Post by alpha754293 » 2021/12/24 05:08:37

I am trying to have a system set up with an AMD Ryzen 9 5950X on an Asus X570 TUF Gaming Pro (WiFi) motherboard and when I get CentOS 7.9.2009 installed and the kernel updated to 5.15.11 and I tried to get Infiniband up and running, it results in a kernel panic.

Image

Here is the background:

I recently got the processor, motherboard, RAM (2x 32 GB Crucial DDR4-3200 unbuffered, non-ECC RAM) and I am using my old Evga GTX 980 just to get the system going, along with a Mellanox ConnectX-4 100 Gbps Infiniband NIC (MCX456A-ECAT) using CentOS 7.7.2009 to a 1 TB HGST SATA 6 Gbps 7200 rpm HDD.

If I tried to install directly off the ISO image (written to a USB drive using Rufus 3.8), it will immediately produce a kernel panic.

So, instead, I use my old Intel Core i7-3930K to "bootstrap/jumpstart" the installation (i.e. install it on there and then I update the kernel via elrepo from the default kernel that ships with CentOS 7.9.2009 to the 5.15.11 kernel) and once I get the kernel updated, then I can move the hard drive back over to the Ryzen 9 5950X system and then it will be able to boot up initially without any problems.

The moment that I install and/or update, for example, glibc, yum will install it, but when I go to reboot the system is when I will get the kernel panic as shown above.

If I try to reset the system, it will also result in a kernel panic.

Has anybody else encountered this issue before on said Ryzen 9 5950X?

If so, how did you resolve this kernel panic issue?

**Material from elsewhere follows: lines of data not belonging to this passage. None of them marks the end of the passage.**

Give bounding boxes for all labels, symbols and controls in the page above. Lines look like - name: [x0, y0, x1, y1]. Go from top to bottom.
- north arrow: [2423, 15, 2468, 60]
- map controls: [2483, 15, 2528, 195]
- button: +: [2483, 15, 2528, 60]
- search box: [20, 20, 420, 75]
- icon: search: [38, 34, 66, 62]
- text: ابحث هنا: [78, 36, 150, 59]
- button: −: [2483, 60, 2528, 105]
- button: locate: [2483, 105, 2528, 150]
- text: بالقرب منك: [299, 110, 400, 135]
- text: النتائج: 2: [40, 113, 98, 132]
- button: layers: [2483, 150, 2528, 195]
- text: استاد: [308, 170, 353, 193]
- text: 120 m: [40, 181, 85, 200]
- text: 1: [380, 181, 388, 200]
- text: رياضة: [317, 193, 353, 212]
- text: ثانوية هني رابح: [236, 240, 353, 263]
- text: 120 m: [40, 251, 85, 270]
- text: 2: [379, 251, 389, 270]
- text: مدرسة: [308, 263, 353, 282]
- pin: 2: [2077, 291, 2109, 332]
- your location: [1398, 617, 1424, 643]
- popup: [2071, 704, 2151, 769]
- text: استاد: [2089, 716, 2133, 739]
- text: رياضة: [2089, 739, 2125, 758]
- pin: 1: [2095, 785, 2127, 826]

Your help is greatly appreciated.

Thank you.

User avatar
TrevorH
Site Admin
Posts: 33216
Joined: 2009/09/24 10:40:56
Location: Brighton, UK

Re: CentOS 7.9.2009 Infiniband drivers causing kernel panic on Ryzen 9 5950X

Post by TrevorH » 2021/12/24 11:54:31

That is not a CentOS kernel so no point in reporting problems with it here. Since it appears to be from ELRepo, you should take the problem report to the linux kernel mailing list and report it there.
The future appears to be RHEL or Debian. I think I'm going Debian.
Info for USB installs on http://wiki.centos.org/HowTos/InstallFromUSBkey
CentOS 5 and 6 are deadest, do not use them.
Use the FAQ Luke

alpha754293
Posts: 69
Joined: 2019/07/29 16:15:14

Re: CentOS 7.9.2009 Infiniband drivers causing kernel panic on Ryzen 9 5950X

Post by alpha754293 » 2021/12/24 18:58:31

If I don't update the kernel, then the 3.10.0-1160 kernel that ships with also has a kernel panic on a Ryzen 5950X (by default anyways), i.e. I can't even get it to install after writing the 7.9.2009 ISO onto a USB drive using Rufus 3.17 (which is the latest version as of this writing).

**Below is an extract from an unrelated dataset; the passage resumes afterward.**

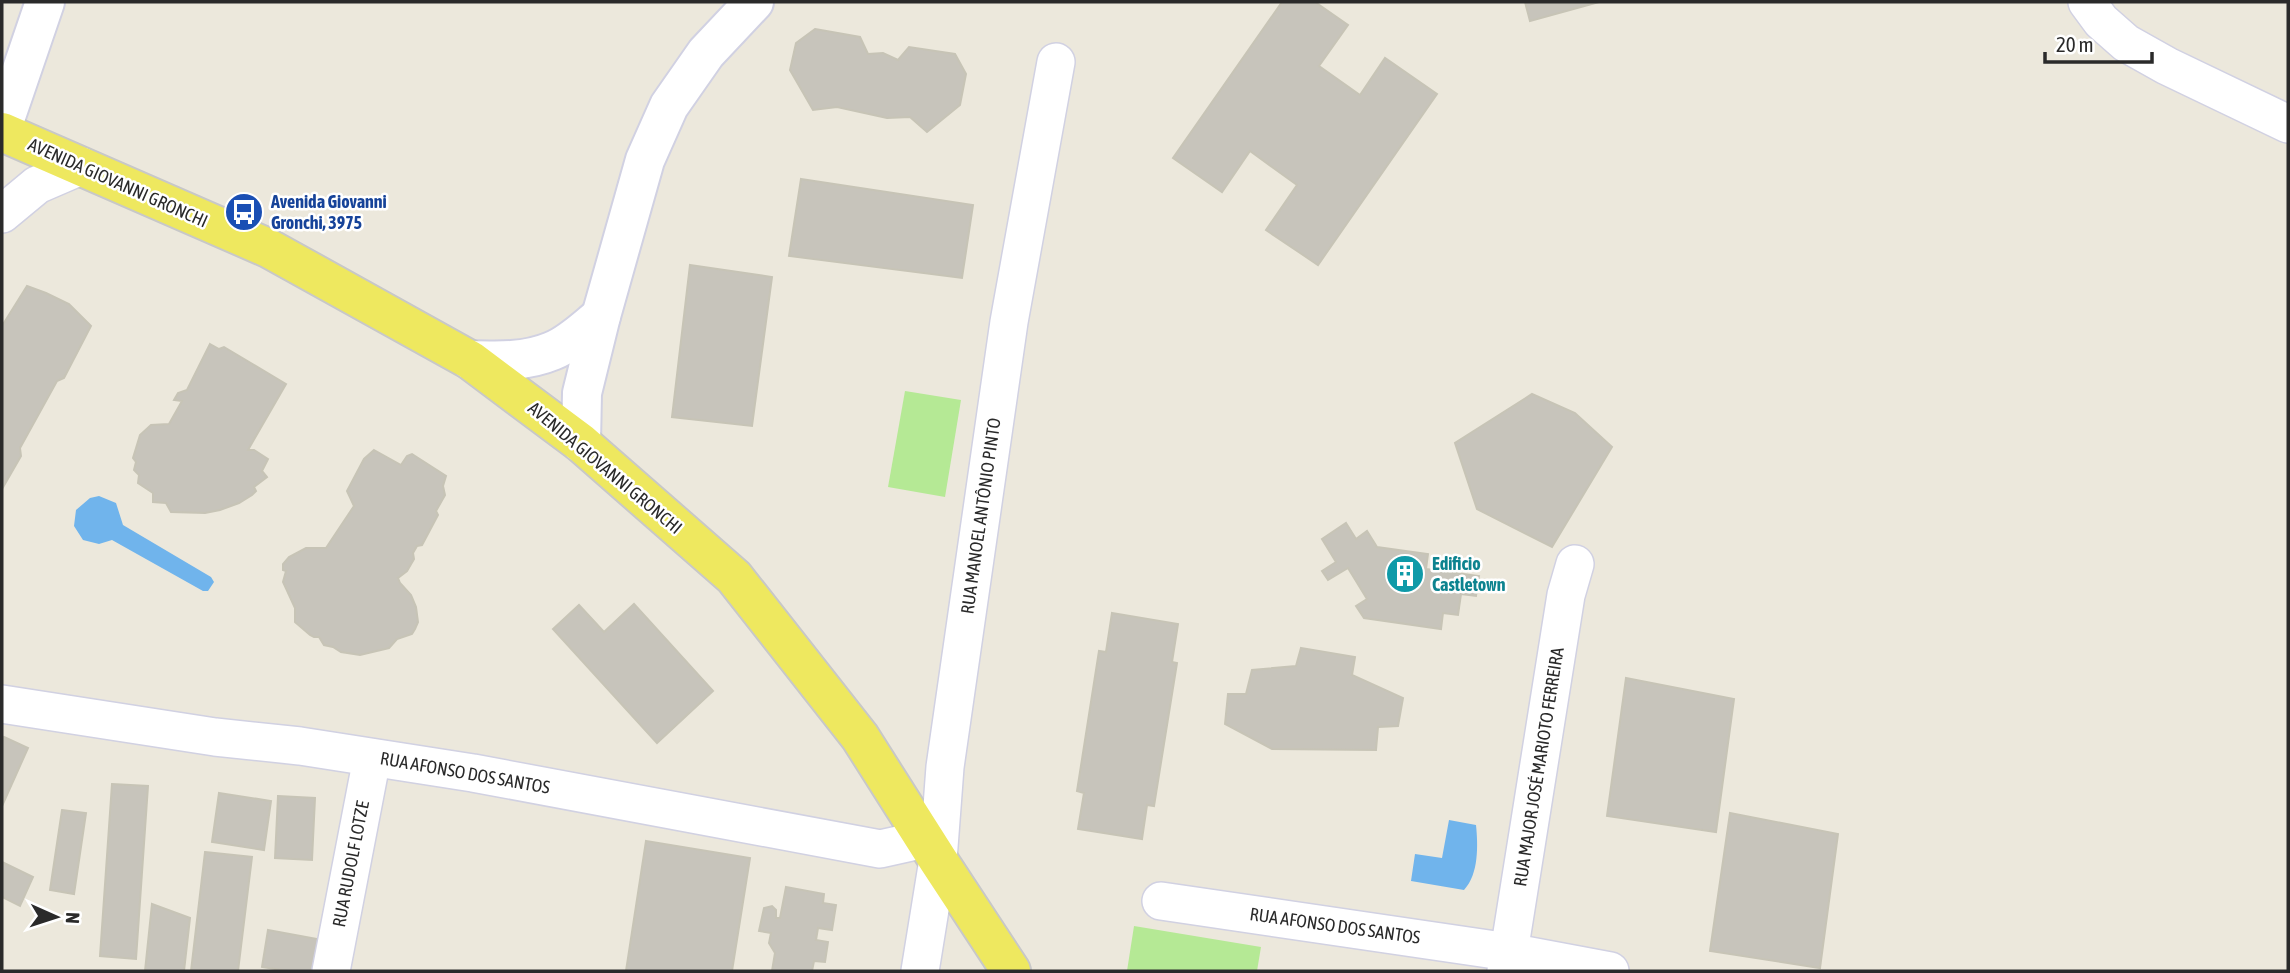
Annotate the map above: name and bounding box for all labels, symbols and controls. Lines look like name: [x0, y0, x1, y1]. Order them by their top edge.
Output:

Either way, the kernel panics regardless of which kernel I am using.

Mellanox's community forum states that if there is an issue with the Mellanox "inbox" driver that ships with the OS, which IS under the purview of CentOS 7.9.2009, then I should be reaching out here.

If I don't update the kernel, then the system still has a kernel panic with the Ryzen 5950X with said 3.10.0-1160 kernel, so either way, CentOS has a kernel panic on a system that has both the Ryzen 5950X and the Mellanox ConnectX-4 100 Gbps Infiniband NIC.

Thanks.

User avatar
jlehtone
Posts: 4530
Joined: 2007/12/11 08:17:33
Location: Finland

Re: CentOS 7.9.2009 Infiniband drivers causing kernel panic on Ryzen 9 5950X

Post by jlehtone » 2021/12/25 12:05:28

alpha754293 wrote:
2021/12/24 18:58:31
I can't even get it to install after writing the 7.9.2009 ISO onto a USB drive using Rufus 3.17 (which is the latest version as of this writing).
Does that thumb drive function properly on other machines?

If you have a kernel that would boot if there were no IB card, then installation without the card would be logical.
One blacklist the offending modules with the kernel command-line options?
Once system is up, running, "better" drivers are at hand and load during runtime, then make them load on boot too.

alpha754293
Posts: 69
Joined: 2019/07/29 16:15:14

Re: CentOS 7.9.2009 Infiniband drivers causing kernel panic on Ryzen 9 5950X

Post by alpha754293 » 2021/12/25 15:42:05

jlehtone wrote:
2021/12/25 12:05:28
alpha754293 wrote:
2021/12/24 18:58:31
I can't even get it to install after writing the 7.9.2009 ISO onto a USB drive using Rufus 3.17 (which is the latest version as of this writing).
Does that thumb drive function properly on other machines?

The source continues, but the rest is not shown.